Colorectal cancer remains the second deadliest cancer in the United States, but only about one-third of U.S. residents have completed an up-to-date screening.
Penn Medicine researchers are trying to find ways to increase that rate. They wondered whether sending patients at-home stool tests would boost the screening rate.
Dr. Shivan Mehta, Penn Medicine's associate chief innovation officer and the study's lead author, he said clinicians should "think carefully" about the choices they provide patients.
"While they’re well-meaning and seemingly more patient-centered, choices may actually be overwhelming and could impede decision-making,” Mehta said in a statement. “It is important for us to simplify choices as much as possible, but also think about how we frame them.”
Researchers divided 438 patients into three groups. Each patient received a letter from their primary care provider detailing the benefits of colorectal screening.
The first group also received a phone number to call to schedule a colonoscopy, a comprehensive exam that only needs to be completed once every 10 years. If they failed to schedule a colonoscopy, they received another letter with the same information four weeks later.
The second group also received the same phone number in their letter. But those who did not schedule a colonoscopy instead received a reminder letter and an at-home stool kit, a test that must be completed annually to be effective.
The third group received both the phone number and the stool kit with their initial letter. If they had not completed screening within four weeks, they received a reminder letter with details about both options.
Despite differences in screening options, the percentage of patients in each group who elected to get screened did not vary significantly.
But among the patients who completed screenings, the proportion who scheduled colonoscopies dropped with each group.
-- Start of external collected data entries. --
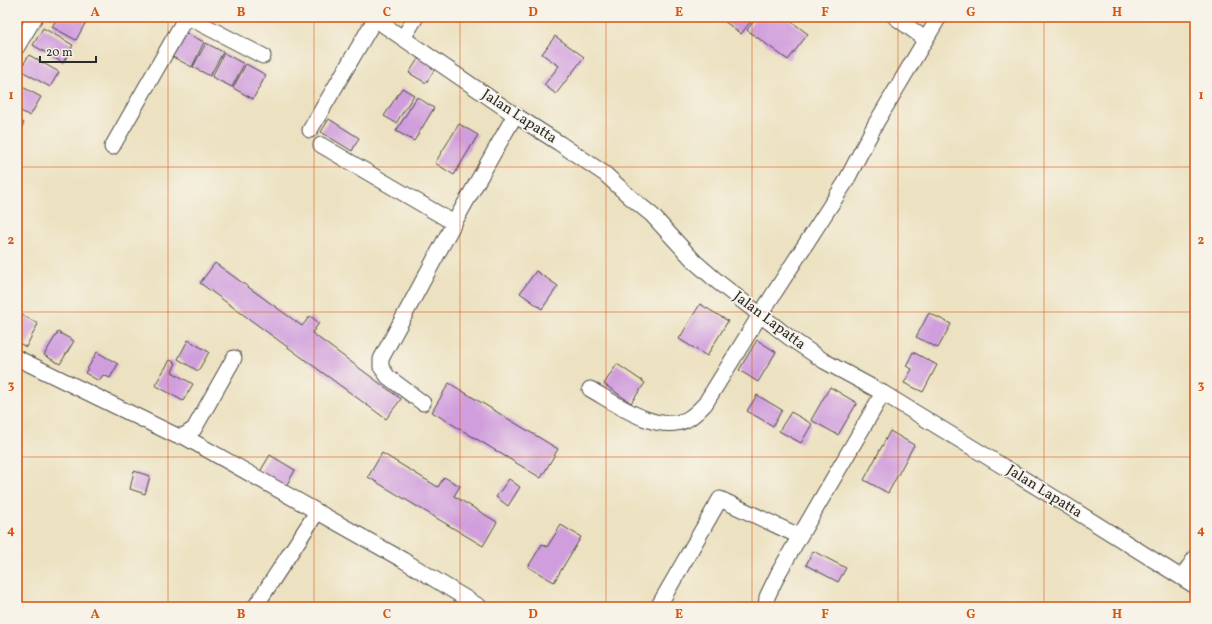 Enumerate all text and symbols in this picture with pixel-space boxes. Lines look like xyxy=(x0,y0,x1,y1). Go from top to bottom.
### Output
text: A xyxy=(90,4,100,22)
text: B xyxy=(237,4,246,22)
text: C xyxy=(383,4,391,22)
text: D xyxy=(528,4,538,22)
text: E xyxy=(675,4,683,22)
text: F xyxy=(821,4,829,22)
text: G xyxy=(966,4,976,22)
text: H xyxy=(1112,4,1122,22)
scale bar xyxy=(40,38,96,64)
text: 20 m xyxy=(46,45,73,61)
street label: Jalan Lapatta xyxy=(477,85,561,149)
text: 1 xyxy=(8,87,14,105)
text: 1 xyxy=(1198,87,1204,105)
text: 2 xyxy=(8,232,15,250)
text: 2 xyxy=(1198,232,1205,250)
street label: Jalan Lapatta xyxy=(728,287,810,355)
text: 3 xyxy=(8,377,15,395)
text: 3 xyxy=(1198,377,1205,395)
street label: Jalan Lapatta xyxy=(1002,460,1086,524)
text: 4 xyxy=(7,522,15,540)
text: 4 xyxy=(1197,522,1205,540)
text: A xyxy=(90,606,100,624)
text: B xyxy=(237,606,246,624)
text: C xyxy=(383,606,391,624)
text: D xyxy=(528,606,538,624)
text: E xyxy=(675,606,683,624)
text: F xyxy=(821,606,829,624)
text: G xyxy=(966,606,976,624)
text: H xyxy=(1112,606,1122,624)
In the first group, 90 percent of screenings were colonoscopies. Among the third group, only 32 percent of screenings were colonoscopies.
Mehta said any of the three strategies used in the study could be enacted by health systems with reasonable effectiveness. But he wants to examine the long-term effects of these options to see whether there are small but significant differences in response rate.
Mehta particularly wants to more closely examine the strategy employed in the second group, which received an at-home stool kit only after first being offered info on colonoscopies.
"Specifically, we would like to explore how long we should wait before we offer stool testing when patients do not participate in colonoscopy," Mehta said. "This may offer a clue as to whether there is a better timing option that might increase screening rates while accounting for the need to repeat stool testing annually."